Human microbiota mouse models are an attractive, translational tool to evaluate the role of the intestinal microbiota in the pathology of obesity. However, germ-free mice lack translational value due to a lack of microbiota to foster complete host development. We hypothesized that, following antibiotic conditioning, a human microbiota could be successfully engrafted in conventionally housed mice to study its role in developing an obese host phenotype.


Donor fecal material from each of two obese or lean donors was given to mice (males & females) by a single oral gavage following antibiotic conditioning. Control mice that did not receive donor material were also included. Mice were fed normal chow, and weights were monitored over a 12-week follow-up. Microbiota composition was characterized by Illumina amplicon sequencing and insulin sensitivity and glucose tolerance were also tested.

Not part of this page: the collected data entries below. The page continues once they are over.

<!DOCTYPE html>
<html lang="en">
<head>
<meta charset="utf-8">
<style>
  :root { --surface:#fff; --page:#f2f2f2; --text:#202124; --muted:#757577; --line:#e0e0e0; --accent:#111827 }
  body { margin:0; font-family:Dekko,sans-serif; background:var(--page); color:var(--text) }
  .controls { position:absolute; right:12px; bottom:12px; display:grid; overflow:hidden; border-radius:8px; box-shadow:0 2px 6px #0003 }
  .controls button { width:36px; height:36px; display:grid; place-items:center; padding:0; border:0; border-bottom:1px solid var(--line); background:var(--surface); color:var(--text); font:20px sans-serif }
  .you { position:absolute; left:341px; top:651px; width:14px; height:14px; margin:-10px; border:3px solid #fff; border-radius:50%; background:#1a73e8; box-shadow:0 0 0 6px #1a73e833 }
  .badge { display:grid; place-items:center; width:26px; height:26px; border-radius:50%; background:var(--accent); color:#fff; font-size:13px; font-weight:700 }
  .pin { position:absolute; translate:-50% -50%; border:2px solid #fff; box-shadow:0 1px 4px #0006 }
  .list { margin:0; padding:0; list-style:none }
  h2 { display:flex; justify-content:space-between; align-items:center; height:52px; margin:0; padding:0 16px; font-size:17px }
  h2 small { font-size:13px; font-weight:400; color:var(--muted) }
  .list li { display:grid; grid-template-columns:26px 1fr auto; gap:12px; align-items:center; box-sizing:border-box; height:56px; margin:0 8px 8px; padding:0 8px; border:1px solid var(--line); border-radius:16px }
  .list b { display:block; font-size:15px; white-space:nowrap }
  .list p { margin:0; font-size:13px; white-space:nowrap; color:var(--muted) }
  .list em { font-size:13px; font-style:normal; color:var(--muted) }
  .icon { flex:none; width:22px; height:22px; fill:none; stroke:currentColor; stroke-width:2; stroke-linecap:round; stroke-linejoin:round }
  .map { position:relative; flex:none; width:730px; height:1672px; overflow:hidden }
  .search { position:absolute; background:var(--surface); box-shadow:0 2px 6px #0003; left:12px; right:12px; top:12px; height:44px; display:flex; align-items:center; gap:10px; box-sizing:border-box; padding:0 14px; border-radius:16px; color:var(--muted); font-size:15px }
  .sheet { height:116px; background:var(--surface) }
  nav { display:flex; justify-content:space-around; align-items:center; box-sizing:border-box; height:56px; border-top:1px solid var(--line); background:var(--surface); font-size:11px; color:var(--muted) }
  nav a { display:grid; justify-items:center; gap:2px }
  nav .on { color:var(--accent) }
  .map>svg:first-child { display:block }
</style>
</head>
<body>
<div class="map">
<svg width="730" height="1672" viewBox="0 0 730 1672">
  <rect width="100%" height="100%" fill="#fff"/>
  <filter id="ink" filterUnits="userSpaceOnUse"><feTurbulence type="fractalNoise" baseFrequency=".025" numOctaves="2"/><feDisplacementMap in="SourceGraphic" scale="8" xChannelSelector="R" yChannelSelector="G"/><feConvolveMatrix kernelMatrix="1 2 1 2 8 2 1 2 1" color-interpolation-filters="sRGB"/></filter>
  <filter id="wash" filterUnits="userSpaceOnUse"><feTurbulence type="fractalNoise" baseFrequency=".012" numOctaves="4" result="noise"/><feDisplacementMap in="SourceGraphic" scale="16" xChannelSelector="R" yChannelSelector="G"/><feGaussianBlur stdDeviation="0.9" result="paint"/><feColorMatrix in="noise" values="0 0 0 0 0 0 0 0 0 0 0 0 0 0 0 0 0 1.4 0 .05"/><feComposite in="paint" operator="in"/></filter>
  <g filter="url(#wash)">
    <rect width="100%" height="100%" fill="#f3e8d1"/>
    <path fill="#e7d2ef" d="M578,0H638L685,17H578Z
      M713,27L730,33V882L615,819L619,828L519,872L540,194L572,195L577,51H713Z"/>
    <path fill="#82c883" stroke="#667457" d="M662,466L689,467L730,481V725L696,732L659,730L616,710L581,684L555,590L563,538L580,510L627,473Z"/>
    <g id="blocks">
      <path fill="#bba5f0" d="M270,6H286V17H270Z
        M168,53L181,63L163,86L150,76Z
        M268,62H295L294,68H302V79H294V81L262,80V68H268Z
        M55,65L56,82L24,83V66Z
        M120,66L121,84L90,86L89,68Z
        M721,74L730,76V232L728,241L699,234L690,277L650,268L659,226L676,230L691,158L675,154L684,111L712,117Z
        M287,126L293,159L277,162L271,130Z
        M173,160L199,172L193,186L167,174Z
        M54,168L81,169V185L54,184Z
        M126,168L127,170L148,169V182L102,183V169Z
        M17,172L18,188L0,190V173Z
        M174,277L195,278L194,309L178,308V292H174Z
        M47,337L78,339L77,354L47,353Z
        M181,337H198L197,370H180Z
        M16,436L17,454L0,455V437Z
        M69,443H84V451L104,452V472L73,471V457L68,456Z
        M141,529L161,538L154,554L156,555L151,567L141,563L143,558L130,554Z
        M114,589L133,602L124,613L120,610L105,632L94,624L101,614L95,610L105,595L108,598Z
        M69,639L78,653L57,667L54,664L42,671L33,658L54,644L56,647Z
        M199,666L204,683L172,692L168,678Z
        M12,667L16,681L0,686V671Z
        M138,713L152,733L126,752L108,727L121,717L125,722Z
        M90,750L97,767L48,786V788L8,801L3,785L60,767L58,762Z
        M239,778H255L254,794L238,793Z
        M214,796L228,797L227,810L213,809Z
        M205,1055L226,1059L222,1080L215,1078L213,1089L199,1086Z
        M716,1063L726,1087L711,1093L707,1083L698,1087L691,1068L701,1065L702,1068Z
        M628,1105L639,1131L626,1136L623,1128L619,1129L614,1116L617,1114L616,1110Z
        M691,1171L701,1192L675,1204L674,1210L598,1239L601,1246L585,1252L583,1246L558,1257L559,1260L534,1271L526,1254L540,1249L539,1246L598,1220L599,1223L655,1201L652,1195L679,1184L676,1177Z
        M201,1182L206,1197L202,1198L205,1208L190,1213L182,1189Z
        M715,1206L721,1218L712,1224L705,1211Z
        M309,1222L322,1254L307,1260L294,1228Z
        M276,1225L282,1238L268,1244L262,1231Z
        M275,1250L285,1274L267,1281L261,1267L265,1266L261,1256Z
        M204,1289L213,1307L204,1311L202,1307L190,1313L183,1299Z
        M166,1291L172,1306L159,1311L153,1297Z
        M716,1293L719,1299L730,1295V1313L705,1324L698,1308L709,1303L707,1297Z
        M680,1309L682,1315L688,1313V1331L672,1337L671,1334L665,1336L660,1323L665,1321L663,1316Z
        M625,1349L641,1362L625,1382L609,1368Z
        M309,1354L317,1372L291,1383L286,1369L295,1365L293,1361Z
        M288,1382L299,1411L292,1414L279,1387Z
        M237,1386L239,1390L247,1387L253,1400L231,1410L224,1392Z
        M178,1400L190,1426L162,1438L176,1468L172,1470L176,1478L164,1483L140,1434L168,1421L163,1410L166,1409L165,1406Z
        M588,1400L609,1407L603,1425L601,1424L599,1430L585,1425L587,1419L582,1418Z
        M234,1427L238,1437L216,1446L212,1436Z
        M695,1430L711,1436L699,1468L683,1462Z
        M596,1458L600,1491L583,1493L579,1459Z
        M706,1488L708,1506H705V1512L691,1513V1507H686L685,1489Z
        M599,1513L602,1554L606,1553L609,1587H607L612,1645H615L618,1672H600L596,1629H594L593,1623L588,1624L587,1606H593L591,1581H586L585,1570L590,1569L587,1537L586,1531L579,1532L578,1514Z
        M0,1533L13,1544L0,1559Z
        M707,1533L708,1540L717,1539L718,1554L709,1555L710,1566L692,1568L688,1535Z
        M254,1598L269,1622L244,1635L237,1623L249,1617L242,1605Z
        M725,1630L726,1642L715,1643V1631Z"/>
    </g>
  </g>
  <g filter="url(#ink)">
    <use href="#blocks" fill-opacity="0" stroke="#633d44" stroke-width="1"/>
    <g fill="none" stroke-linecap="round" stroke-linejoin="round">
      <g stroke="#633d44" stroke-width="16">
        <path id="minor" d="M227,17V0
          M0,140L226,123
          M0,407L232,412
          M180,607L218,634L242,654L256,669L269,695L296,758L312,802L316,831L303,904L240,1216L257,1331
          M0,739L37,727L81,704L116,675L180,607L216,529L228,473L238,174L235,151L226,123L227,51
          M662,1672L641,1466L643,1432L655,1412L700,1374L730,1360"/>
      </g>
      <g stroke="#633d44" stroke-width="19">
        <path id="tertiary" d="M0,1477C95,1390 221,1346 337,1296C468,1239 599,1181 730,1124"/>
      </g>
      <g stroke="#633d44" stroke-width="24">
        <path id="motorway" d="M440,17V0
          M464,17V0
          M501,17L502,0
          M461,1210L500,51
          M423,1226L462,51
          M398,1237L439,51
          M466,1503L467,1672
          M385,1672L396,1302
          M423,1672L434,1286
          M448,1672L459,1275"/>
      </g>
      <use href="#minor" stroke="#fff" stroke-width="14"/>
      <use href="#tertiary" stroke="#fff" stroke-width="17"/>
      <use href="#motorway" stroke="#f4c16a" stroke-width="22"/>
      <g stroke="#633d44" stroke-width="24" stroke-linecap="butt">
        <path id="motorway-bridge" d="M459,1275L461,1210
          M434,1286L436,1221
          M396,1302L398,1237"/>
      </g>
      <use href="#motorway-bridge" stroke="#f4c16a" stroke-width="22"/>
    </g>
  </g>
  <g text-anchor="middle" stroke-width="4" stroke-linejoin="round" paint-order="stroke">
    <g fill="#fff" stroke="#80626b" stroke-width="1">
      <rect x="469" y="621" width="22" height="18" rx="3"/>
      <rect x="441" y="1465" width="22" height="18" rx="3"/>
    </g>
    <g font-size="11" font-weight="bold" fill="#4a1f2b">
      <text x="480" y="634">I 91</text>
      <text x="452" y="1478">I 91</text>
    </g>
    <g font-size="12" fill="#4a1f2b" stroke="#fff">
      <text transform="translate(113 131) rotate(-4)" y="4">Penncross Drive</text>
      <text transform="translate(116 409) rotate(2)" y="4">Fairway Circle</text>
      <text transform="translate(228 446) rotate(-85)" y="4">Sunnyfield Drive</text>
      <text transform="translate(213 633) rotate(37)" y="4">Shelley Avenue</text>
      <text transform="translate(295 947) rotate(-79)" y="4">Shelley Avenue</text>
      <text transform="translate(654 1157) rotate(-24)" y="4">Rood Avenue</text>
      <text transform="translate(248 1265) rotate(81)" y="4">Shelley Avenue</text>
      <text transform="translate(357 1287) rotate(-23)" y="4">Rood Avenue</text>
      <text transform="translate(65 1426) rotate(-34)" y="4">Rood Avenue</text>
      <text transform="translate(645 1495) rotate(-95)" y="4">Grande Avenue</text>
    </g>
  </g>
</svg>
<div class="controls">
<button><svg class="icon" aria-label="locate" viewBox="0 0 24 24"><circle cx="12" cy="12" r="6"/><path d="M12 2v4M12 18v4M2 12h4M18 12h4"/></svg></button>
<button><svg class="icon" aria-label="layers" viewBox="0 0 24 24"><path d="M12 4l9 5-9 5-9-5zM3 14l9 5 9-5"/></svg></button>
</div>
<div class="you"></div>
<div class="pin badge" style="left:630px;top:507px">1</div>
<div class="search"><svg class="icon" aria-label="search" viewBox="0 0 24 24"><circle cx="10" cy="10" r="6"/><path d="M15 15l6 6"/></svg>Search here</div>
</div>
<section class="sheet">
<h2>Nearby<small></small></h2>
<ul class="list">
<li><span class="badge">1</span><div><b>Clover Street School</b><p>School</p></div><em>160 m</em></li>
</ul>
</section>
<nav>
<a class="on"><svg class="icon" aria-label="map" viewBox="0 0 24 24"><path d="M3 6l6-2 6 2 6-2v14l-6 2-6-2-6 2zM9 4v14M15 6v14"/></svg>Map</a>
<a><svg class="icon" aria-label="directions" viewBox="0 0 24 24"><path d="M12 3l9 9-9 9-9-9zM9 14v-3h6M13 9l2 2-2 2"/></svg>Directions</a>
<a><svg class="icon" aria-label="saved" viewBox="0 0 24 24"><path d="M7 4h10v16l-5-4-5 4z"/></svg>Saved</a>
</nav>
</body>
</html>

Mice that received obese donor material gained more weight than those given lean donor material, independent of sex (ANOVA P ≤ 0.001). Furthermore, mice that received the obese donor material also showed disrupted glucose homeostasis, with obese male mice showing greater resistance to insulin (P = 0.033), while obese female mice showed decreased glucose tolerance (P = 0.013), relative to mice who received lean donor material. Significant differences were also observed in microbial community composition between obese and lean mice (ANOSIM R = 0.32, P < 0.001). Bacterial communities in lean mice were comprised of significantly greater relative abundances of Bacteroides, while obese mice had greater abundances of Enterobacter.


The microbiota alone play a significant role in the progression of obesity and disrupted glucose homeostasis and may be a modifiable target for the management or treatment of obesity. Moreover, this model provides an accessible and translational model to mechanistically characterize the role of the intestinal microbiota in obesity, outside of a germ-free facility.